Fragment 7:1

11 3 0
                                        


Matanya mengerjap, mencoba merasakan suasana baru yang kini tengah dihadapinya. Ruangan besar bersekat gorden panjang hingga ke lantai, aroma obat yang kian menyeruak ke indra penciumannya, serta tawa kecil yang mengisi sudut ruangan, sukses membuatnya sadar tengah berada di mana ia sekarang.

Perlahan, Andra mencoba bangun dari ranjang, merasakan seluruh tubuhnya yang terasa remuk. Ia ingat. Sangat ingat malah. Saat beberapa besi besar menghantam keras tubuhnya. Saat darah perlahan mengalir keluar dari mulutnya. Juga tak lupa, ekspresi ketakutan Ila. Semuanya masih terekam jelas dalam ingatannya.

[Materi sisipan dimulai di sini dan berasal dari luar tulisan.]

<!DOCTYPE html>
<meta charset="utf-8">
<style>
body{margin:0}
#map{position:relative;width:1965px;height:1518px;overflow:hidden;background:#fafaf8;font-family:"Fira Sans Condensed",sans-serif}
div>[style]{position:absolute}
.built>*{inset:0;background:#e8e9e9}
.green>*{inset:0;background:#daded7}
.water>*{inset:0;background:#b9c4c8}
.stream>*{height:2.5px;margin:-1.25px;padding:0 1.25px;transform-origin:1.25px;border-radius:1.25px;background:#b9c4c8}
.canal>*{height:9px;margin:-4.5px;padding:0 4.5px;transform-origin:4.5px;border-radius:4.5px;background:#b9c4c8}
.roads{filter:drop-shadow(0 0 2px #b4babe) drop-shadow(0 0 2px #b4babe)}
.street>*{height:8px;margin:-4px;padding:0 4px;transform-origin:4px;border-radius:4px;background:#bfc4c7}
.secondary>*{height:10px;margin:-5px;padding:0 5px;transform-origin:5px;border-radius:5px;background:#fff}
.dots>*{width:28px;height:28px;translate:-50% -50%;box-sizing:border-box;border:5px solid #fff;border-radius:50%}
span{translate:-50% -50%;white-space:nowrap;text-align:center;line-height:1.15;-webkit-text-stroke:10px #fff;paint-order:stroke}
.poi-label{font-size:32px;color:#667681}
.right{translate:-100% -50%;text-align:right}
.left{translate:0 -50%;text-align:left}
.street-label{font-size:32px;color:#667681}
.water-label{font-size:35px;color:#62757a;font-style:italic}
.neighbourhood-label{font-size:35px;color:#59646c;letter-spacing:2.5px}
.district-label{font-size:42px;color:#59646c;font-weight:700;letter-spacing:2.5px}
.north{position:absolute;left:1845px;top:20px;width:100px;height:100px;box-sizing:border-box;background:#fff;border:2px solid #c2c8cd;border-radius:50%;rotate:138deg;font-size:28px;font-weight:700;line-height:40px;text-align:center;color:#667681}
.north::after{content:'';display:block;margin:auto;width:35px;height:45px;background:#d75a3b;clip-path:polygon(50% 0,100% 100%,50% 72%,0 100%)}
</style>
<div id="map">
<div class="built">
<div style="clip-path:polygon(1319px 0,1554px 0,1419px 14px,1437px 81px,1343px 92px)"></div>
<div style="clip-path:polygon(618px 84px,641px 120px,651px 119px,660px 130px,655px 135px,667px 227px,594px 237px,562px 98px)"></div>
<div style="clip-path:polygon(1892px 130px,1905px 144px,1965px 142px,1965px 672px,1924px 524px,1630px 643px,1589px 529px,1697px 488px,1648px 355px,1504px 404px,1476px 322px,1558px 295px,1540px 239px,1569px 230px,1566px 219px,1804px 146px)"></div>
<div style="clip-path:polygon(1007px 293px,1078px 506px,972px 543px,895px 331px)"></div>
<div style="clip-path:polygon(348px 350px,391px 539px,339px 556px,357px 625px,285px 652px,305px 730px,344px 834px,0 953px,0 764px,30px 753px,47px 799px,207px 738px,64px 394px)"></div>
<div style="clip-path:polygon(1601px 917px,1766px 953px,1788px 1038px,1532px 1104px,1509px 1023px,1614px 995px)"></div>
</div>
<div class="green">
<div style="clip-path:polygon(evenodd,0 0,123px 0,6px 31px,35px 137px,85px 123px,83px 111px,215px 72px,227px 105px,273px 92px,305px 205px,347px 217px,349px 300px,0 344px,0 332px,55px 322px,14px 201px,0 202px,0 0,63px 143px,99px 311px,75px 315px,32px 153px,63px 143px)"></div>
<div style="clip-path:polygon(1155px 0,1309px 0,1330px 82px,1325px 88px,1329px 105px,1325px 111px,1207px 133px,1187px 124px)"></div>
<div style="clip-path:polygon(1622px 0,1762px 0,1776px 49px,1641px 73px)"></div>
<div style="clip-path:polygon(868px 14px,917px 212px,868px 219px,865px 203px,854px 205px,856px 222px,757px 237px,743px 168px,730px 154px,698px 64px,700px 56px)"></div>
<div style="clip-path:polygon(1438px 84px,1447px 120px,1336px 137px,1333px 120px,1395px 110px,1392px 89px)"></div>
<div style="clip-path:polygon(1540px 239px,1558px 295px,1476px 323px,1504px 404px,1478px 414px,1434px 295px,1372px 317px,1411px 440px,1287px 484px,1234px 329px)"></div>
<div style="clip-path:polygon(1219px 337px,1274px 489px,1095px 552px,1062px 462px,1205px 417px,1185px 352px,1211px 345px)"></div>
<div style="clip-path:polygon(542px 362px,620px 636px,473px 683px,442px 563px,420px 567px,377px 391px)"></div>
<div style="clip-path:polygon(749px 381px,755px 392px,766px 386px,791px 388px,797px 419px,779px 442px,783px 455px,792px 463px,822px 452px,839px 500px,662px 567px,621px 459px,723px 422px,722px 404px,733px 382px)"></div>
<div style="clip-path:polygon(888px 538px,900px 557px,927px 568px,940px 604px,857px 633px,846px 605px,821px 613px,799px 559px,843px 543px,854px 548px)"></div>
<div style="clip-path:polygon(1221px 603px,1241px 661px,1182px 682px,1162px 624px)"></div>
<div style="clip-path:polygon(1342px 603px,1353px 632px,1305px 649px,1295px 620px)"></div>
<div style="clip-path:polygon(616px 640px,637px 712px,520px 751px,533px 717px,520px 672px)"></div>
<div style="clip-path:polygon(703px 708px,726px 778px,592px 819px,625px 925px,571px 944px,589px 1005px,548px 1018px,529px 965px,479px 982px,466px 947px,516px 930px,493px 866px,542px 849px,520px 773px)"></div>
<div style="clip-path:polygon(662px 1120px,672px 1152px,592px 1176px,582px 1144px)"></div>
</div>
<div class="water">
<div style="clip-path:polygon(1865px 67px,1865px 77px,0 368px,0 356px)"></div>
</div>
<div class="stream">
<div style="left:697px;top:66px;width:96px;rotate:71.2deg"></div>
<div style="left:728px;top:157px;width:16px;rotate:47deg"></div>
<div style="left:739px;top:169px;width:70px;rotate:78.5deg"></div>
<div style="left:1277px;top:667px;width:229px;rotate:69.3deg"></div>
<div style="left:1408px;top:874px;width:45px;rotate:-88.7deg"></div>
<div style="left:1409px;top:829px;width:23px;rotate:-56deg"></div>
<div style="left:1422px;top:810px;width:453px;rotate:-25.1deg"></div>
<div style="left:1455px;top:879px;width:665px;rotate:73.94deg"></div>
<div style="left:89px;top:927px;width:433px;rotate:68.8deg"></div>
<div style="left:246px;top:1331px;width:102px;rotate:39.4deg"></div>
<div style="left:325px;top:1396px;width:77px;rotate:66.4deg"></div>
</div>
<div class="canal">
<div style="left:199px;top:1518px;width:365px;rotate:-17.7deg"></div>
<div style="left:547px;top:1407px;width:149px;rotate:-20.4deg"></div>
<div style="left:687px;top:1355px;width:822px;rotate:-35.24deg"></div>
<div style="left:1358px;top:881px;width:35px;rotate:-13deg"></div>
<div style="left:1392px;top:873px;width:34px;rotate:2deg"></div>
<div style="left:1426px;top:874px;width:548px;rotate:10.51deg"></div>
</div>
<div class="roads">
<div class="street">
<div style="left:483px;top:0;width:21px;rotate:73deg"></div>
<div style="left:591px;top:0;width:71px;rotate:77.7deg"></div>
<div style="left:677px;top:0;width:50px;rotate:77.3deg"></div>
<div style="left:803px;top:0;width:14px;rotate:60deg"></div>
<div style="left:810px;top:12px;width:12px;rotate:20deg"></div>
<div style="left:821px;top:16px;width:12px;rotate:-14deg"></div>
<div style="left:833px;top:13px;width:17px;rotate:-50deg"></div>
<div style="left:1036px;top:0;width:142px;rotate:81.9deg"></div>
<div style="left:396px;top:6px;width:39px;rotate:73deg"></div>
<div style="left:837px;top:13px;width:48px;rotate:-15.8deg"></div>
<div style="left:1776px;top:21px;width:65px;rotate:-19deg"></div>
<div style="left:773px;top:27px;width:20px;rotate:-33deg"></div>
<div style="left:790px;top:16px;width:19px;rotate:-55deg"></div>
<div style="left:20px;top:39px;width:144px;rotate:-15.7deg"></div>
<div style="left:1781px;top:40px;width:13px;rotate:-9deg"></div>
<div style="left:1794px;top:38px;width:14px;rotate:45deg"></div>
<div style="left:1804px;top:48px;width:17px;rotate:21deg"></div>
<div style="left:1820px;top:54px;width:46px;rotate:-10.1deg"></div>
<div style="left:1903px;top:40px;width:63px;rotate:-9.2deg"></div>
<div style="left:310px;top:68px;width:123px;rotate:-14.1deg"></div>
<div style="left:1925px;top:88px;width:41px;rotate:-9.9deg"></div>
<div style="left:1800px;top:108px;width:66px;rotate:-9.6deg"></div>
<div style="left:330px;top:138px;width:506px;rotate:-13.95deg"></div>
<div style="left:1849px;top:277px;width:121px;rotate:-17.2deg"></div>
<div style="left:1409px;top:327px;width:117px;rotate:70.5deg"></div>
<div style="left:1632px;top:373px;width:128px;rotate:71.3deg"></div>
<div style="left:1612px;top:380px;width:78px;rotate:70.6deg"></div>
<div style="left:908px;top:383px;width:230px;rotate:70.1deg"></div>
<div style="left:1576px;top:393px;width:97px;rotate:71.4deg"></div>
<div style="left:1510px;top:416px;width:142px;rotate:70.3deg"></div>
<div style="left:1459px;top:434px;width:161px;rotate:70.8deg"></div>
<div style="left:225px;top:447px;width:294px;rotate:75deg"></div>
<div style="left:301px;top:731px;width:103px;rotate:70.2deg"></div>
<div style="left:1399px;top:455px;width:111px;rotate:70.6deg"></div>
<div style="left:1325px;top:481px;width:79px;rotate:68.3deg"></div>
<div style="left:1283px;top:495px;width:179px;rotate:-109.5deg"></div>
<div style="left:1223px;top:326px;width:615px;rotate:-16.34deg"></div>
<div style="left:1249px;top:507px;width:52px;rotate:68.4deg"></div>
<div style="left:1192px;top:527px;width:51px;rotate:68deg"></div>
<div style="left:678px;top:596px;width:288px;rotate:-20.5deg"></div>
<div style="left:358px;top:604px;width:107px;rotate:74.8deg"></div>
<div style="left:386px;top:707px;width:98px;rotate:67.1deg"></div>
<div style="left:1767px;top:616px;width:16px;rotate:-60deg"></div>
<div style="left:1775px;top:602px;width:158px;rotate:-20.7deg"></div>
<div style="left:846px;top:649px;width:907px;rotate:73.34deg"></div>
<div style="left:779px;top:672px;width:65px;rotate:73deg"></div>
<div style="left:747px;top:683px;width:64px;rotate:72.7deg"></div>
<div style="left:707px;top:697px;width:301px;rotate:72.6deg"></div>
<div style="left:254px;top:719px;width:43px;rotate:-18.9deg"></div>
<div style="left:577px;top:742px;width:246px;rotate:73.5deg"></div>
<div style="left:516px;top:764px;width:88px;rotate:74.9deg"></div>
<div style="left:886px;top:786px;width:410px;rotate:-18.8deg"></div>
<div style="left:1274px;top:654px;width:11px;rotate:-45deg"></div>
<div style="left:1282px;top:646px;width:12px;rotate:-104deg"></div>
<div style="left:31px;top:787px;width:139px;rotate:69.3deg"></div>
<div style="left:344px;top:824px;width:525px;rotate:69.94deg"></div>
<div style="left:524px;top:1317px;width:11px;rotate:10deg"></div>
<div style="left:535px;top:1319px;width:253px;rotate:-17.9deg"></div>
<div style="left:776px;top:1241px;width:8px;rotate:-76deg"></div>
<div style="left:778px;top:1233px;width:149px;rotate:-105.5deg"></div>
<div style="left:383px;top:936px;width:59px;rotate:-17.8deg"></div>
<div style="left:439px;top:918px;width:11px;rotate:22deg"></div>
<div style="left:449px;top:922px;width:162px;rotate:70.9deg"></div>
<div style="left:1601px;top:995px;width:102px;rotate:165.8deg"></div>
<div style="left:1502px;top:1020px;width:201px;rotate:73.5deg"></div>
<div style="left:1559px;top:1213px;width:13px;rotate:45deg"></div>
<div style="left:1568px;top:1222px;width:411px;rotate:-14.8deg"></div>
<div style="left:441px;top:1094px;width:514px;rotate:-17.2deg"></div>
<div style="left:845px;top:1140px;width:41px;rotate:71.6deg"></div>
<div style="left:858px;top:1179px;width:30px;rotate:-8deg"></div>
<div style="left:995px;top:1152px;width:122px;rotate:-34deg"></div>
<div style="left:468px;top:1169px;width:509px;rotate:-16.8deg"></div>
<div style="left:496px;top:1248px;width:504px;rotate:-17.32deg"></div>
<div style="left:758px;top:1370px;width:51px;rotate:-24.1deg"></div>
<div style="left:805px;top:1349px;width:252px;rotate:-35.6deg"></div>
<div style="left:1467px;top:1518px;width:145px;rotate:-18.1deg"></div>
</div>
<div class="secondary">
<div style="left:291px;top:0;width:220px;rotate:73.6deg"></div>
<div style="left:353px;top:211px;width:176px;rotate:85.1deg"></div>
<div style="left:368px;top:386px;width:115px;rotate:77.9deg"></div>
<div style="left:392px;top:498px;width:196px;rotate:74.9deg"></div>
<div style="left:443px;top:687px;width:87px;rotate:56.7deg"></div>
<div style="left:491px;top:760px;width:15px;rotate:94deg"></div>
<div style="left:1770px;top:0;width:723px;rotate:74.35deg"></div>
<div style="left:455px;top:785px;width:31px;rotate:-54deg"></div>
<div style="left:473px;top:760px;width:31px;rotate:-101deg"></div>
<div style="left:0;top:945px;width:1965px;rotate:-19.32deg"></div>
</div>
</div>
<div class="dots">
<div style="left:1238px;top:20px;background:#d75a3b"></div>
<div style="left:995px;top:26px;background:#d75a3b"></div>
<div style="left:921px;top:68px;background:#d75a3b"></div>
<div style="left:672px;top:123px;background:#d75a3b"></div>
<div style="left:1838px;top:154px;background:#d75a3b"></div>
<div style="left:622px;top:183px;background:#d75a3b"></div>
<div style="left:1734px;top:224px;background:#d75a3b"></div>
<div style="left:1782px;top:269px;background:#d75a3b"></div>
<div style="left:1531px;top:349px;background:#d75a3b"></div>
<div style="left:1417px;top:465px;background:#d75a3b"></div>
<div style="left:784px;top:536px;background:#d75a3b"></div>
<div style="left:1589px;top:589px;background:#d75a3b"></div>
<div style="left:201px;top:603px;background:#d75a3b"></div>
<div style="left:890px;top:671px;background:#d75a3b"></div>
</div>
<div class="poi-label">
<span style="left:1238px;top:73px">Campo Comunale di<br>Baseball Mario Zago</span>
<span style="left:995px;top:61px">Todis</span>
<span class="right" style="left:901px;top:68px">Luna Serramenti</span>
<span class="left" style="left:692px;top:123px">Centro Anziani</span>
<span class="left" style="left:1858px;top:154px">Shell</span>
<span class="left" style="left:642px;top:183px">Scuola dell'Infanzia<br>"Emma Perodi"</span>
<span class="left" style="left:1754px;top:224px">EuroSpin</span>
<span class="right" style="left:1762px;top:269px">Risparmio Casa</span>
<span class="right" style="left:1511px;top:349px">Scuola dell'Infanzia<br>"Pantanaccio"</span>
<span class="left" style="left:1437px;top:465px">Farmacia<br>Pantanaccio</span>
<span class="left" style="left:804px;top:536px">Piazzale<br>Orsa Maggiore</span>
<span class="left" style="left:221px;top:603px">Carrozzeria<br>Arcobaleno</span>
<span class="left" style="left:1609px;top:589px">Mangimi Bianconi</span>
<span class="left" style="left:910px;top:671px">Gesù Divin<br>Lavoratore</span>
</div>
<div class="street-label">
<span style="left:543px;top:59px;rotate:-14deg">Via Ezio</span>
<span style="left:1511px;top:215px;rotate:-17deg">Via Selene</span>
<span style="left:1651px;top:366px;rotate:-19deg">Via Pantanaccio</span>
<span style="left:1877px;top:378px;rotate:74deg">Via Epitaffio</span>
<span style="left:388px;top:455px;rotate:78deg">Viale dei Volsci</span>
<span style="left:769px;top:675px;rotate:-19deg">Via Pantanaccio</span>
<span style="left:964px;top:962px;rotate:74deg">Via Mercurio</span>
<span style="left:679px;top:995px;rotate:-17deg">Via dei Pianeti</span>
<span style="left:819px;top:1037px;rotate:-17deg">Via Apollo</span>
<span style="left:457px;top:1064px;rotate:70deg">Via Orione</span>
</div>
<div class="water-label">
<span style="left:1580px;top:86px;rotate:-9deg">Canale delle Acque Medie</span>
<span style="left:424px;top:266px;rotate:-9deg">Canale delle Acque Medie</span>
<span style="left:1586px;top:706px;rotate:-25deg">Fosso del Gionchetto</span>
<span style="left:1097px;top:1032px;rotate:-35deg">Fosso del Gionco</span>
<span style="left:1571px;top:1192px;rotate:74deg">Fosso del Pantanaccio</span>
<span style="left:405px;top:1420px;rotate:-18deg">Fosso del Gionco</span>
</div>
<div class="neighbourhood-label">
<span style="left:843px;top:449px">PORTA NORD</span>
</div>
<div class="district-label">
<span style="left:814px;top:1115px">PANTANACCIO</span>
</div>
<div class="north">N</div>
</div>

Sekali lagi, Andra mencoba bangkit. Dengan perban menutup hampir seluruh bagian tubuhnya hingga membuatnya sesak, serta tangan kirinya yang masih terpasang gips membuatnya sulit, bahkan hanya untuk duduk. Sampai seorang gadis buru-buru melahan bahunya dan membantunya untuk duduk di ranjang.

“Ila?!” Andra berseru kaget, sedangkan Ila hanya mengangguk pelan.

“Gue panggil dokter dulu.”

Ila berlalu, meninggalkan Andra yang masih termangu di posisinya. Entah apa yang Ila lakukan di sini, bahkan sampai dokter datang dan memeriksa kondisi Andra pun, Ila masih di sana. Ini tidak mungkin kalau Ila hanya halusinasi Andra saja.

“Kondisi kamu sudah lebih membaik, tinggal tahap pemulihan saja,” ucap seorang dokter, sebelum akhirnya berlalu setelah dapat anggukan dari Andra. Tatapannya kembali teralih pada seorang gadis yang kini mengenakan kemeja biru tua lengan panjang plus celana jeans dan rambut kuncir kuda andalannya, membuatnya terlihat manis di mata Andra.

“Nyokap lo pulang dulu, mau mandi sekalian ngambil barang lo.”

Ila berucap santai, sambil sibuk menyiapkan sesuatu. Di sisi lain, Andra hanya bisa termangu melihat sikap Ila yang kelewat perhatian begini.

“Sarapan dulu.” Lagi-lagi, Andra hanya bisa terdiam. “Apa mau gue suapin?”

Buru-buru Andra menggeleng, persis seperti anak kecil yang hendak menolak sesuatu. Melihatnya, sudut bibir Ila sedikit terangkat. Entah mengapa, di matanya Andra terlihat manis. Perlahan, cowok itu mulai menyendok bubur buatan rumah sakit itu, kemudian memasukkannya ke dalam mulut. Ada rasa hambar yang mulai menjalar di tenggorokkannya, namun melihat Ila yang kini justru sibuk membuka tirai membuatnya semakin bersemangat. Ada kilat lembut yang terpancar dari mata gadis itu, terutama saat ia tersenyum ketika cahaya matahari menerpa wajahnya.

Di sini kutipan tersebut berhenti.